**Dataset excerpts:**

⁂

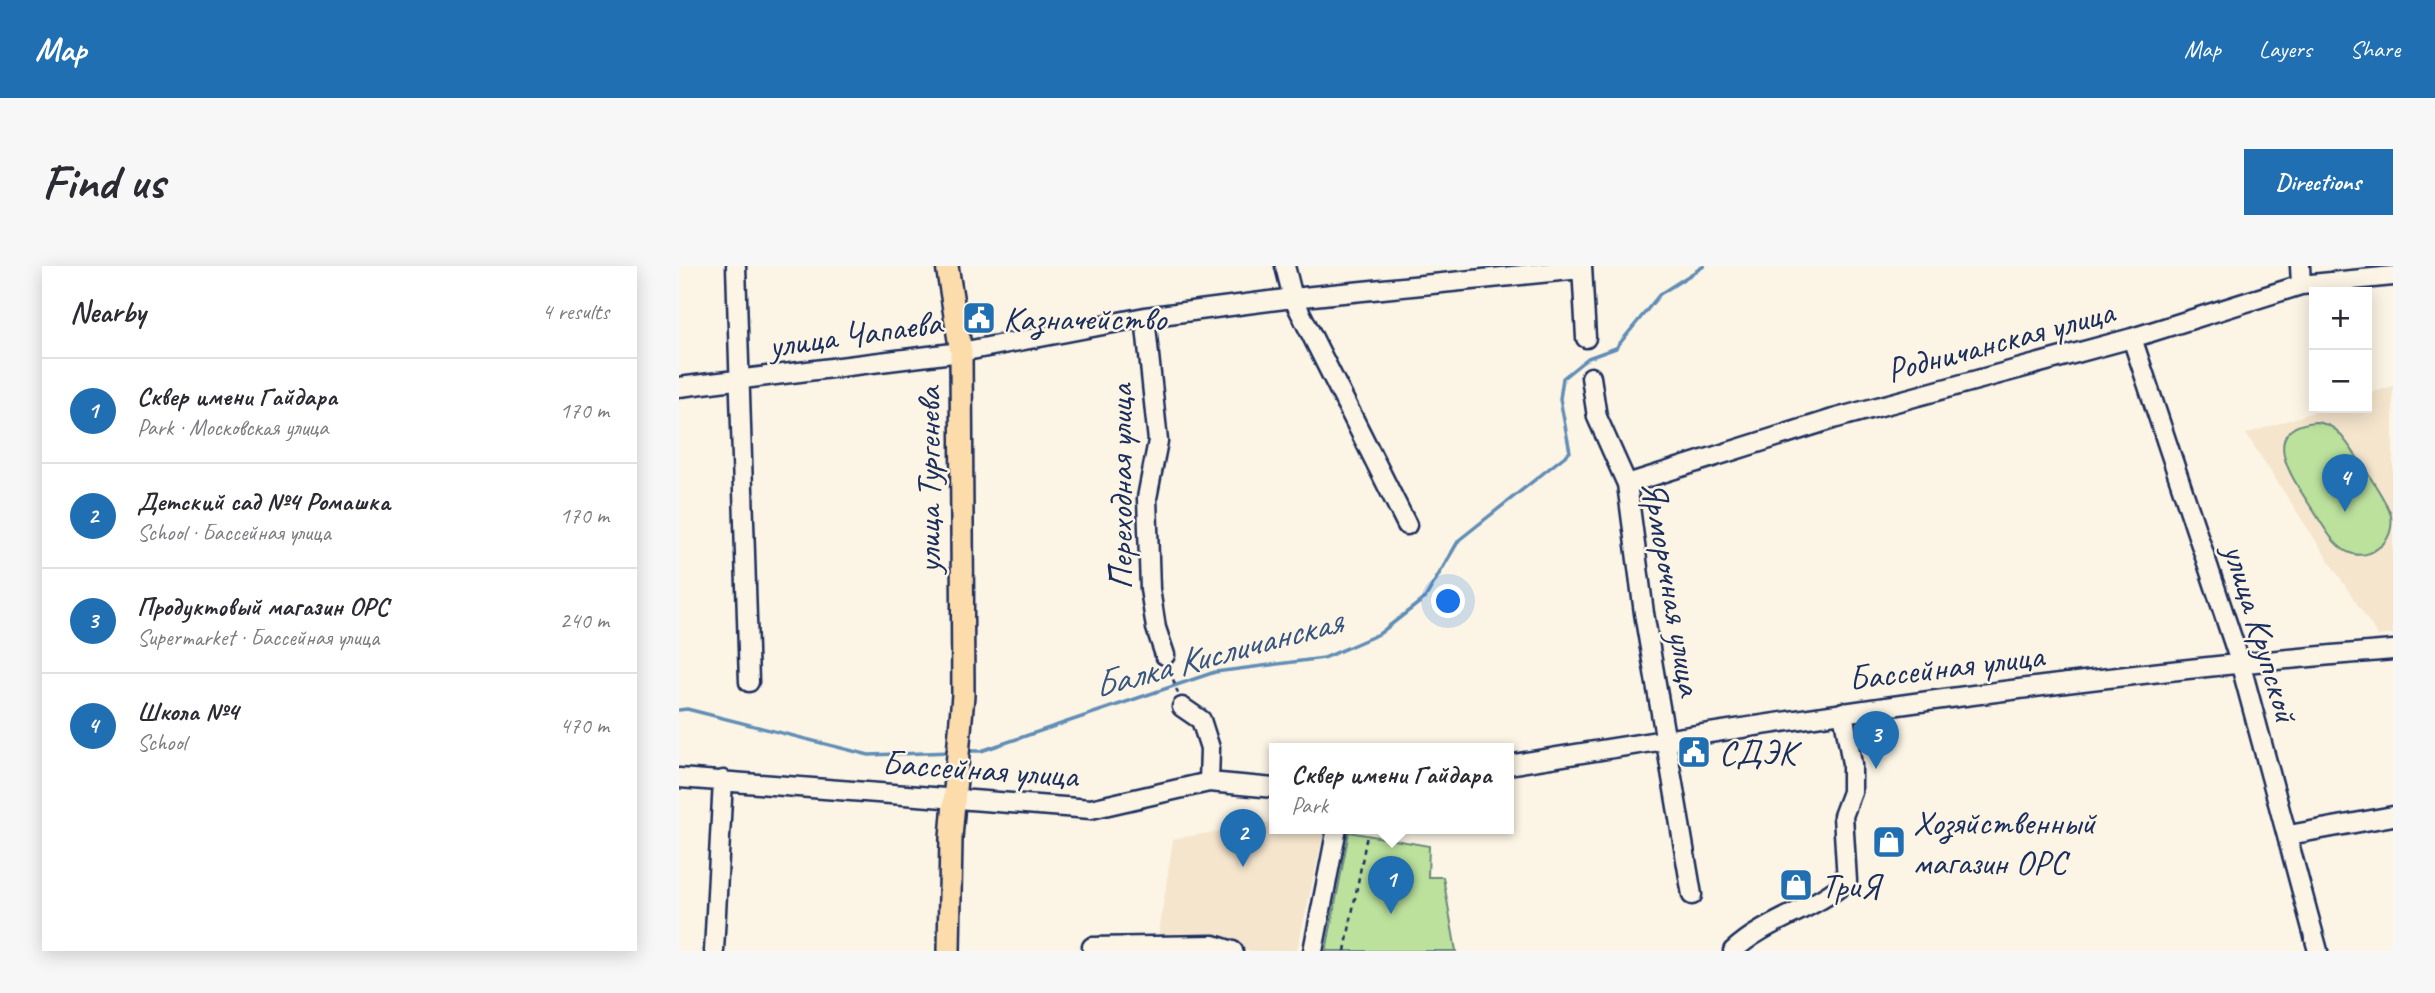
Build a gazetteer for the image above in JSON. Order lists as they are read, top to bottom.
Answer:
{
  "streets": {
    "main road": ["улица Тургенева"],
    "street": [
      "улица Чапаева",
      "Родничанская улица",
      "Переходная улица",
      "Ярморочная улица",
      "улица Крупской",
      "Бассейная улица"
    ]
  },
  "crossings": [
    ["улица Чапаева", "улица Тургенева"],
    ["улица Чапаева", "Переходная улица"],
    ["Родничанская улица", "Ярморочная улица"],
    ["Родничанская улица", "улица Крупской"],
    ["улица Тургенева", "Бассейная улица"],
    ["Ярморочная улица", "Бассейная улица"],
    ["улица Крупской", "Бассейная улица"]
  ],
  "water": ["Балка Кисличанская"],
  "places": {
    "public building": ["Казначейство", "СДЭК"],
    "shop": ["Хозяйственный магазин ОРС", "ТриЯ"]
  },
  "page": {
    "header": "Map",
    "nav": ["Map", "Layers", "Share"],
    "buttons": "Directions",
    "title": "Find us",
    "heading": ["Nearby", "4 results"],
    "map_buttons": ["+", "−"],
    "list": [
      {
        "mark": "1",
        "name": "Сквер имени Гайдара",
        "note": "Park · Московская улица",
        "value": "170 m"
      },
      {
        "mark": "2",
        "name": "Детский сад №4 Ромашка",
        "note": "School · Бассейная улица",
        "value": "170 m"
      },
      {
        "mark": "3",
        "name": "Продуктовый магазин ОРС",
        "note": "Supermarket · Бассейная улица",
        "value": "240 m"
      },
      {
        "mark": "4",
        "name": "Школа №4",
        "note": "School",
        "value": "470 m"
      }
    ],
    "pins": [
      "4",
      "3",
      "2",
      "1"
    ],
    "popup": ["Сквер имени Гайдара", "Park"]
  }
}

⁂

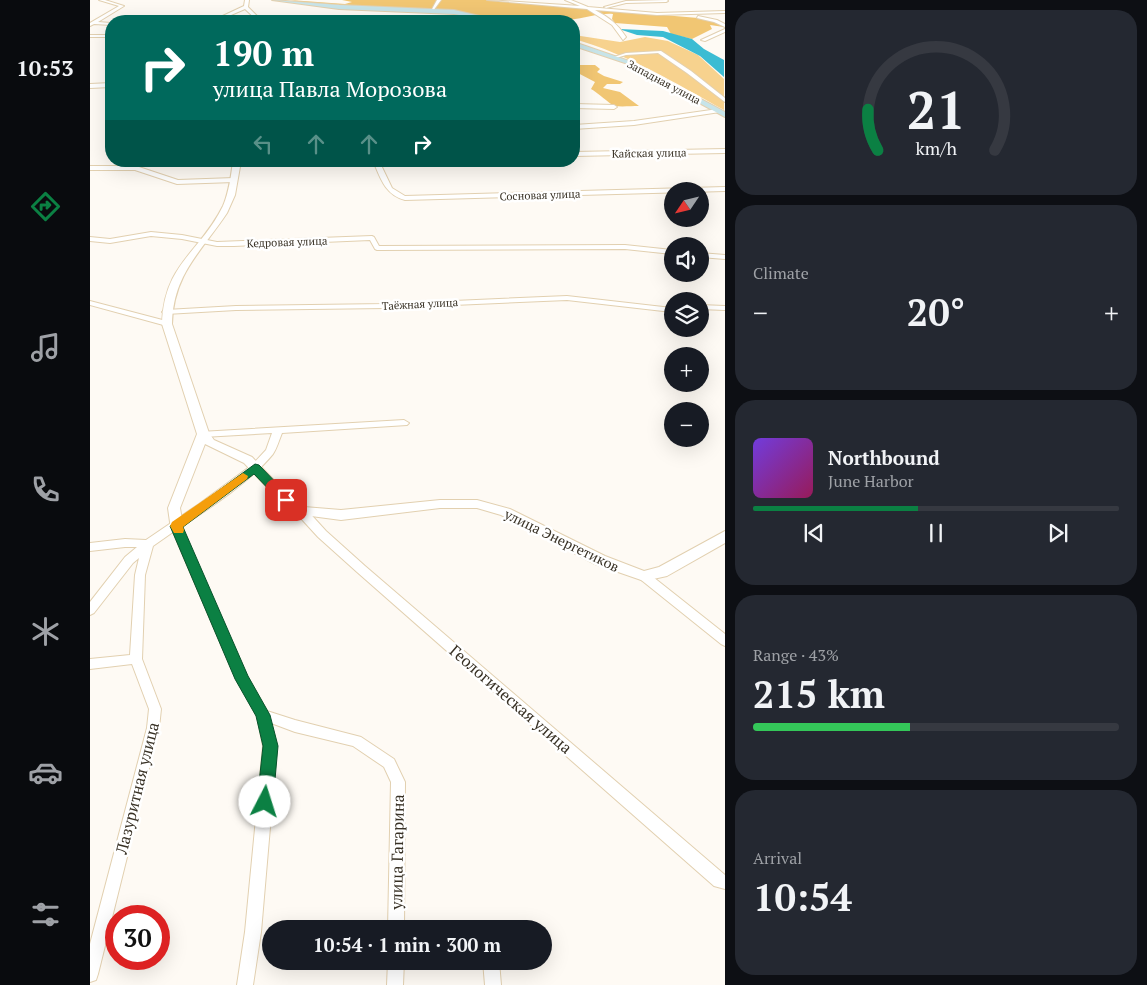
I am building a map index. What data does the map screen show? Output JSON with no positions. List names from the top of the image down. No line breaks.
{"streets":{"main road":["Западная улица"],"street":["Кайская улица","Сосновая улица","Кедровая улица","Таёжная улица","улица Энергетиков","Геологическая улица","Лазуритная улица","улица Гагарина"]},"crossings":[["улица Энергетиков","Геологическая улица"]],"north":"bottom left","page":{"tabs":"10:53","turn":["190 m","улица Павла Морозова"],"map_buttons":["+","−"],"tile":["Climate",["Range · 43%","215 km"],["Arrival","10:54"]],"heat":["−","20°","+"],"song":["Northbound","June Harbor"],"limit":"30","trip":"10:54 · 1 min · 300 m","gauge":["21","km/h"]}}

⁂

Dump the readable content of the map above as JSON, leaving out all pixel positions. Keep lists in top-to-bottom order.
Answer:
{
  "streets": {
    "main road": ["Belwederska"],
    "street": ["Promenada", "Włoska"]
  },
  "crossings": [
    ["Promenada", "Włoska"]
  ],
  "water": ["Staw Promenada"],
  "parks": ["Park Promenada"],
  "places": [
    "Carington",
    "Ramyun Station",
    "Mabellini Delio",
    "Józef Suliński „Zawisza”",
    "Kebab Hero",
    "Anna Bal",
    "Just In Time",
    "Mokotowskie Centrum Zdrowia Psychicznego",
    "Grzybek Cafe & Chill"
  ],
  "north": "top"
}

⁂

Select, from the listing, all lines that include the word "lists".

**Result of the task:**
Build a gazetteer for the image above in JSON. Order lists as they are read, top to bottom.
Dump the readable content of the map above as JSON, leaving out all pixel positions. Keep lists in top-to-bottom order.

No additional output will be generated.